(Data for this task)

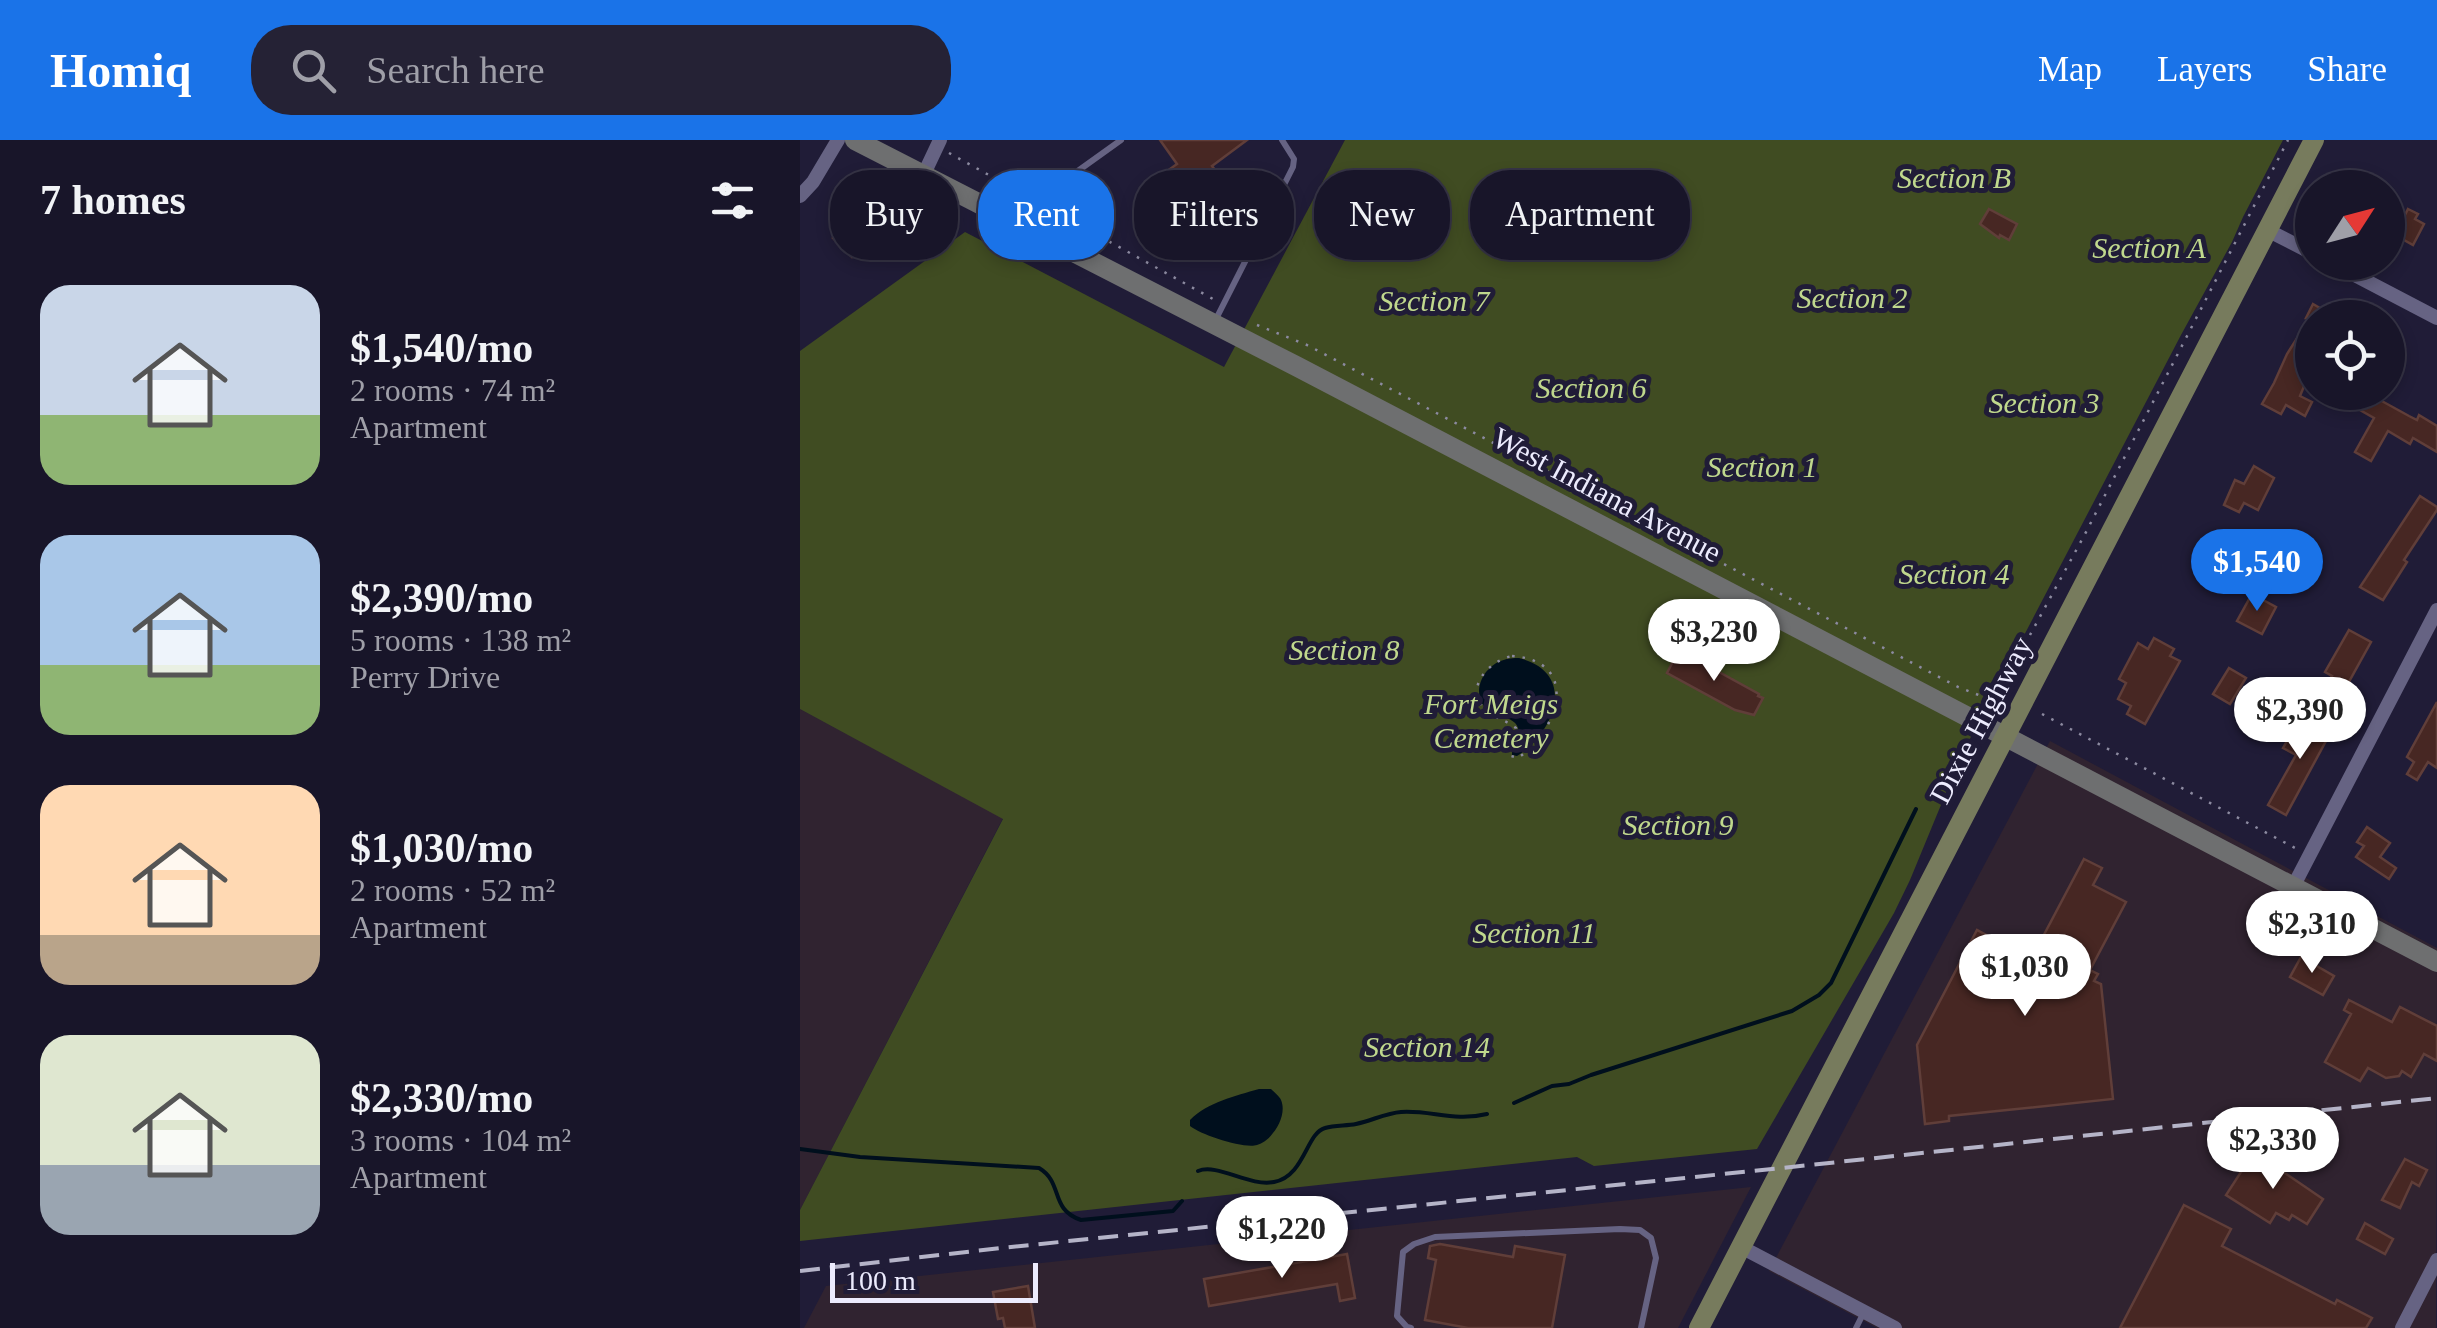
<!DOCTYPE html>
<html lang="en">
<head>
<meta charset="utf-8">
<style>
	body { margin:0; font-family:Georgia,serif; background:#252235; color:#f1f3f6; height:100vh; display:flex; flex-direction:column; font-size:38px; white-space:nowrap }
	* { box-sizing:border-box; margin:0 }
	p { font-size:32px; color:#9f9fa8 }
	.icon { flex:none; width:55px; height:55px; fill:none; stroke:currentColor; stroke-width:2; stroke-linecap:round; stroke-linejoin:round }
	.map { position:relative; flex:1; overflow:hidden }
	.details { display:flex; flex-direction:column; background:#181529; width:800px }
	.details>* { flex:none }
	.guide { position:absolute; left:30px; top:30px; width:950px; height:90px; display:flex; gap:20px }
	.needle { width:65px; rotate:54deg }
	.controls { position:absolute; left:1495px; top:30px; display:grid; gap:20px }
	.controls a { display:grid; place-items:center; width:110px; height:110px; border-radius:50%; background:#181529; box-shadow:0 5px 15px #0003,0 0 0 2px #363446; font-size:50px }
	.scale { position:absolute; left:30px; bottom:25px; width:208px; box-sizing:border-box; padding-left:10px; border:5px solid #ecebfd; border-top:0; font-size:28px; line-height:35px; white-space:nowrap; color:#ecebfd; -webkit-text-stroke:8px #201c37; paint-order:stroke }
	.price { position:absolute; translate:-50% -85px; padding:0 22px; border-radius:35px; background:#fff; color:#222; font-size:32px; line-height:65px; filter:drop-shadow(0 2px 5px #0008) }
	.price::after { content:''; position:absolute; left:50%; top:60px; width:30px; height:22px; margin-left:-15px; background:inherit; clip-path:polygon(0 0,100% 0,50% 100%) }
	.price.current { background:#1a73e8; color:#fff }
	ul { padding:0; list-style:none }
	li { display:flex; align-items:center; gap:30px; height:250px; padding:0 40px }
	li span { display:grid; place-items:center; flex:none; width:280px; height:200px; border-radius:30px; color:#555 }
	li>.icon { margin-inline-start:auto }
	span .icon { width:120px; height:120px; fill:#fffc; stroke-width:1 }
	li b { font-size:42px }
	h2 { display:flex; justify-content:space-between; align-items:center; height:120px; padding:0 40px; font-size:42px }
	.chip { padding:0 35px; border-radius:40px; background:#181529; box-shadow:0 5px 15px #0003,0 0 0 2px #363446; font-size:35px; line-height:90px }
	.chip.current { background:#1a73e8; color:#fff }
	header { display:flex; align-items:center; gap:60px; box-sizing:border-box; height:140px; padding:0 50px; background:#1a73e8; color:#fff }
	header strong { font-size:48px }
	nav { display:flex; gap:55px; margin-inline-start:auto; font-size:35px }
	.search { width:700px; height:90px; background:#252235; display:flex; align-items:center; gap:25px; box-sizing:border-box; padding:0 35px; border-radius:40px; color:#9f9fa8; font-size:38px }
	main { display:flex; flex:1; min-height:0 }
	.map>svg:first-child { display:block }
	.industrial { fill:#302330 }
	.green { fill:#404c22 }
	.water { fill:#000f1d }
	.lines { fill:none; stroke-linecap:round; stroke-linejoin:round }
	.stream { stroke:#000f1d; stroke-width:4 }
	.building { fill:#472723; stroke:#603e39; stroke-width:2.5 }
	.path { stroke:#8c8aa0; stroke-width:2.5; stroke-dasharray:2.5 8; stroke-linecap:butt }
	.lane { stroke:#666383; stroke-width:6 }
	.street { stroke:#666383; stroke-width:14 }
	.secondary { stroke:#6e6f70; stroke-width:20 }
	.primary { stroke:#777b5d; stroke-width:20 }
	.rail { stroke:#b5b4c8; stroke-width:4; stroke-dasharray:20 10; stroke-linecap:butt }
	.labels { text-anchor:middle; stroke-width:10; stroke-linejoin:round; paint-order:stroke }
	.park-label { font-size:30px; font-style:italic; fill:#c0d88d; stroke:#201c37 }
	.street-label { font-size:30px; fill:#ecebfd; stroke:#201c37 }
</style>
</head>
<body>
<header>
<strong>Homiq</strong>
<div class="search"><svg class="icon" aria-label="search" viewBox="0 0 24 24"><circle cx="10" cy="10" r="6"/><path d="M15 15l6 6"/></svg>Search here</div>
<nav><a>Map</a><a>Layers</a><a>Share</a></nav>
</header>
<main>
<section class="details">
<h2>7 homes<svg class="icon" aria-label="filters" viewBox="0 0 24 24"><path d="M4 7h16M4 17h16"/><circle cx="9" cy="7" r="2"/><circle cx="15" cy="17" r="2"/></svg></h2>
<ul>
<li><span style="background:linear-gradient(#c9d6e8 65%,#8fb573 0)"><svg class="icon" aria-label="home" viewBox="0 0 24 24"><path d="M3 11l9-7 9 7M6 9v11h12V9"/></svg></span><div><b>$1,540/mo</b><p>2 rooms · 74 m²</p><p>Apartment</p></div></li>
<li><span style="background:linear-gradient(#a9c7e8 65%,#8fb573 0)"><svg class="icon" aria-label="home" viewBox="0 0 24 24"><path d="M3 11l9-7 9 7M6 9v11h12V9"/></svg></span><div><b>$2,390/mo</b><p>5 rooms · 138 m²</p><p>Perry Drive</p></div></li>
<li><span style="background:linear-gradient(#ffd9b3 75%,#b9a48a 0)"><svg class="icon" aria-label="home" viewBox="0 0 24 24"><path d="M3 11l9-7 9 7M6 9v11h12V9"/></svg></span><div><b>$1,030/mo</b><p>2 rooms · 52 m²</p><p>Apartment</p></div></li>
<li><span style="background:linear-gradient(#dfe7d0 65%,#9aa5b1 0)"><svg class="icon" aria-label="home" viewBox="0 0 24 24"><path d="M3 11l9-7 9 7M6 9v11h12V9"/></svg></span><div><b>$2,330/mo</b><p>3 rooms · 104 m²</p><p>Apartment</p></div></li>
</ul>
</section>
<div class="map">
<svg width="1637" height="1188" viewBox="0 0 1637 1188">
	<rect width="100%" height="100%" fill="#201c37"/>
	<!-- industrial -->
	<g class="industrial">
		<path d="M0 569 203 678 0 1070Z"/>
		<path d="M1250 601 1637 808 1636 1188H1077L969 1131Z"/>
		<path d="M951 1047 878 1188H4L26 1146Z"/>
	</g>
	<!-- green -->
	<path class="green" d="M545 0H1483L1443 77 1432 102 1381 195 1162 614 1110 740 1094 773 957 1009 794 1026 777 1017 0 1101V1070L203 679 0 569V211L165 92 424 227Z"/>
	<!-- water -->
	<g class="water">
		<path d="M719 518C778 533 755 592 717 616L712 615V612C713 606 720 594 718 588 714 572 679 580 679 551 679 544 683 534 689 529 697 520 708 518 719 518Z"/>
		<path d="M459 949H471C474 952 480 957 481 960 488 976 472 1001 457 1005 444 1009 401 995 390 986V980C408 962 435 956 459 949Z"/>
	</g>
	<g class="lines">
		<!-- stream -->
		<g class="stream">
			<path d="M714 963 752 946 769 944 791 935 992 871 1019 855 1031 843 1116 669"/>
			<path d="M0 1009 60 1017 239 1028C264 1043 249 1069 281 1080L373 1071 382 1061"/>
			<path d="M398 1031C418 1023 449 1047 474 1042 505 1036 506 993 525 988 535 985 546 986 556 984 571 981 586 973 601 972 631 970 654 982 687 974"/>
		</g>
	</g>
	<!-- building -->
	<g class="building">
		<path d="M360 0H447L412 26 435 57 433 59 443 72 421 88 432 103 423 110 411 94 391 109 345 47 377 24Z"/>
		<path d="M51 66 77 92 52 117 33 98 39 92 32 85Z"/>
		<path d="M1189 69 1217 84 1209 100 1200 95 1199 98 1180 84Z"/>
		<path d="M1608 69 1618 74 1615 79 1624 84 1613 105 1588 91 1597 73 1604 77Z"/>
		<path d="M1513 164 1537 178H1512V227L1500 256 1512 262 1505 276 1486 265 1481 274 1462 264 1474 243 1487 214 1510 178H1506Z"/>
		<path d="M1569 254 1609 276 1617 280 1619 275 1637 286V312L1613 298 1610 304 1588 291 1571 321 1555 312 1574 278 1560 270Z"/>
		<path d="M1454 326 1474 338 1458 370 1444 363 1439 372 1424 365 1435 340 1444 344Z"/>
		<path d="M1620 356 1637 367V370L1604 420 1607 422 1583 460 1560 447Z"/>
		<path d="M1428 400 1445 410 1449 402 1465 411 1453 433 1420 414Z"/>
		<path d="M1452 454 1476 467 1462 494 1437 481Z"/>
		<path d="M1549 490 1571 502 1546 547 1530 539 1532 536 1525 532Z"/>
		<path d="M1354 498 1374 509 1370 516 1380 521 1345 584 1327 574 1331 566 1318 559 1326 543 1319 539 1338 503 1348 509Z"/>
		<path d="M879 510 959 554 958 556 963 558 954 575 935 570 867 533Z"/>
		<path d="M1429 528 1446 538 1430 564 1413 554Z"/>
		<path d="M1637 562V628L1628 622 1617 640 1607 634 1614 622 1607 617Z"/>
		<path d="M1511 575 1533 588 1486 675 1468 665 1496 615 1483 608 1491 594 1498 598Z"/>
		<path d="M1567 687 1590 703 1580 717 1596 728 1589 739 1556 717 1564 706 1557 702Z"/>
		<path d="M1284 719 1302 728 1293 745 1326 762 1290 830 1298 834 1294 841 1301 844 1313 959 1149 976V981L1125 984 1117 905 1177 790 1210 808 1197 831 1219 842Z"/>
		<path d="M1501 817 1534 836 1523 855 1490 837Z"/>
		<path d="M1549 860 1592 882 1600 867 1637 886V921L1624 914 1611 937 1602 931 1599 936 1586 938 1568 928 1560 941 1525 922 1551 874 1544 870Z"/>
		<path d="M1454 1012 1523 1059 1507 1084 1492 1075 1489 1080 1476 1073 1470 1083 1426 1055Z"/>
		<path d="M1605 1019 1627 1030 1619 1046 1612 1042 1600 1068 1582 1060Z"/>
		<path d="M1384 1065 1431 1089 1422 1106 1535 1164 1537 1160 1572 1178 1566 1188H1320Z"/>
		<path d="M1565 1083 1593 1099 1585 1114 1557 1099Z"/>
		<path d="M640 1104 713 1117 715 1106 765 1115 752 1188H668L625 1180 636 1120 628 1118 630 1106Z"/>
		<path d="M547 1114 555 1158 540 1161 537 1144 409 1166 404 1139Z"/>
		<path d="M228 1146 235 1188H205L203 1178 198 1179 193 1152Z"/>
	</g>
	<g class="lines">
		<!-- path -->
		<g class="path">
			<path d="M149 13 225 55"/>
			<path d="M245 66 413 159"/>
			<path d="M457 185 507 205 1158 547 1194 561 1285 394 1488 0"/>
			<path d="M712 516C782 521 758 591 718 618L711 616 710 612 716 588C708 581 696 579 687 571 662 550 688 521 712 516Z"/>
			<path d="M1242 574 1497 709"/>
		</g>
		<!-- lane -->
		<g class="lane">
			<path d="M215 76 321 0"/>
			<path d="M415 181 493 27 494 19 482 0"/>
			<path d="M611 1188 607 1187 597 1176 603 1112 614 1104 635 1097 820 1089 840 1090 851 1098 856 1118 841 1188"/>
			<path d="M1056 1188 1064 1172"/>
		</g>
		<!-- street -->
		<g class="street">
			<path d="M123 36 140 0"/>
			<path d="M0 56 13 42 38 0"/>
			<path d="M1469 91 1512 113"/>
			<path d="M1530 122 1637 178"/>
			<path d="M1493 747 1637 470"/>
			<path d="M941 1107 1095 1188"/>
			<path d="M1602 1188 1637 1120"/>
		</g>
		<!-- secondary -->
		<path class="secondary" d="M55 0 496 226 1637 822"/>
		<!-- primary -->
		<path class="primary" d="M899 1188 1514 0"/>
		<!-- rail -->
		<path class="rail" d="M0 1131 201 1108 982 1028 1637 958"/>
	</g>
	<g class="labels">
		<!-- park labels -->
		<g class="park-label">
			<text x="1154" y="48">Section B</text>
			<text x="1349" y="118">Section A</text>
			<text x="1052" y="168">Section 2</text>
			<text x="634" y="171">Section 7</text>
			<text x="791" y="258">Section 6</text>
			<text x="1244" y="273">Section 3</text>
			<text x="962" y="337">Section 1</text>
			<text x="1154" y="444">Section 4</text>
			<text x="544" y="520">Section 8</text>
			<text x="691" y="574">Fort Meigs<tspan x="691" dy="34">Cemetery</tspan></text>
			<text x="878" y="695">Section 9</text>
			<text x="734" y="803">Section 11</text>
			<text x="627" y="917">Section 14</text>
		</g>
		<!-- street labels -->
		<g class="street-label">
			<text transform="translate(807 355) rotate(28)" y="10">West Indiana Avenue</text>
			<text transform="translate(1181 580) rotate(-62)" y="10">Dixie Highway</text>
		</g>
	</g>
</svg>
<div class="controls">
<a><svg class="needle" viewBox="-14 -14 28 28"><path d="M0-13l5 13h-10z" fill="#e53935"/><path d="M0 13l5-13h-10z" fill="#9f9fa8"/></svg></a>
<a><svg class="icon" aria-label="locate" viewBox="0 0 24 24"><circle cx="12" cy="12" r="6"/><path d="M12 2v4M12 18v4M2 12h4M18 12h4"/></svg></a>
</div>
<div class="scale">100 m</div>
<b class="price current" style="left:1457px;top:474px">$1,540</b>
<b class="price" style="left:914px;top:544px">$3,230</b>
<b class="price" style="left:1500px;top:622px">$2,390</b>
<b class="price" style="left:1512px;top:836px">$2,310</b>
<b class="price" style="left:1225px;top:879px">$1,030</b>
<b class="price" style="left:1473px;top:1052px">$2,330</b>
<b class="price" style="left:482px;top:1141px">$1,220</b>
<div class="guide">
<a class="chip">Buy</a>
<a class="chip current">Rent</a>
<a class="chip">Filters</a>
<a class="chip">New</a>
<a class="chip">Apartment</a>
</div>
</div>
</main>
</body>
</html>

(End Data for this task)

Exercise directions: Copy each line from the data above that includes "controls".

Written solution:
	.controls { position:absolute; left:1495px; top:30px; display:grid; gap:20px }
	.controls a { display:grid; place-items:center; width:110px; height:110px; border-radius:50%; background:#181529; box-shadow:0 5px 15px #0003,0 0 0 2px #363446; font-size:50px }
<div class="controls">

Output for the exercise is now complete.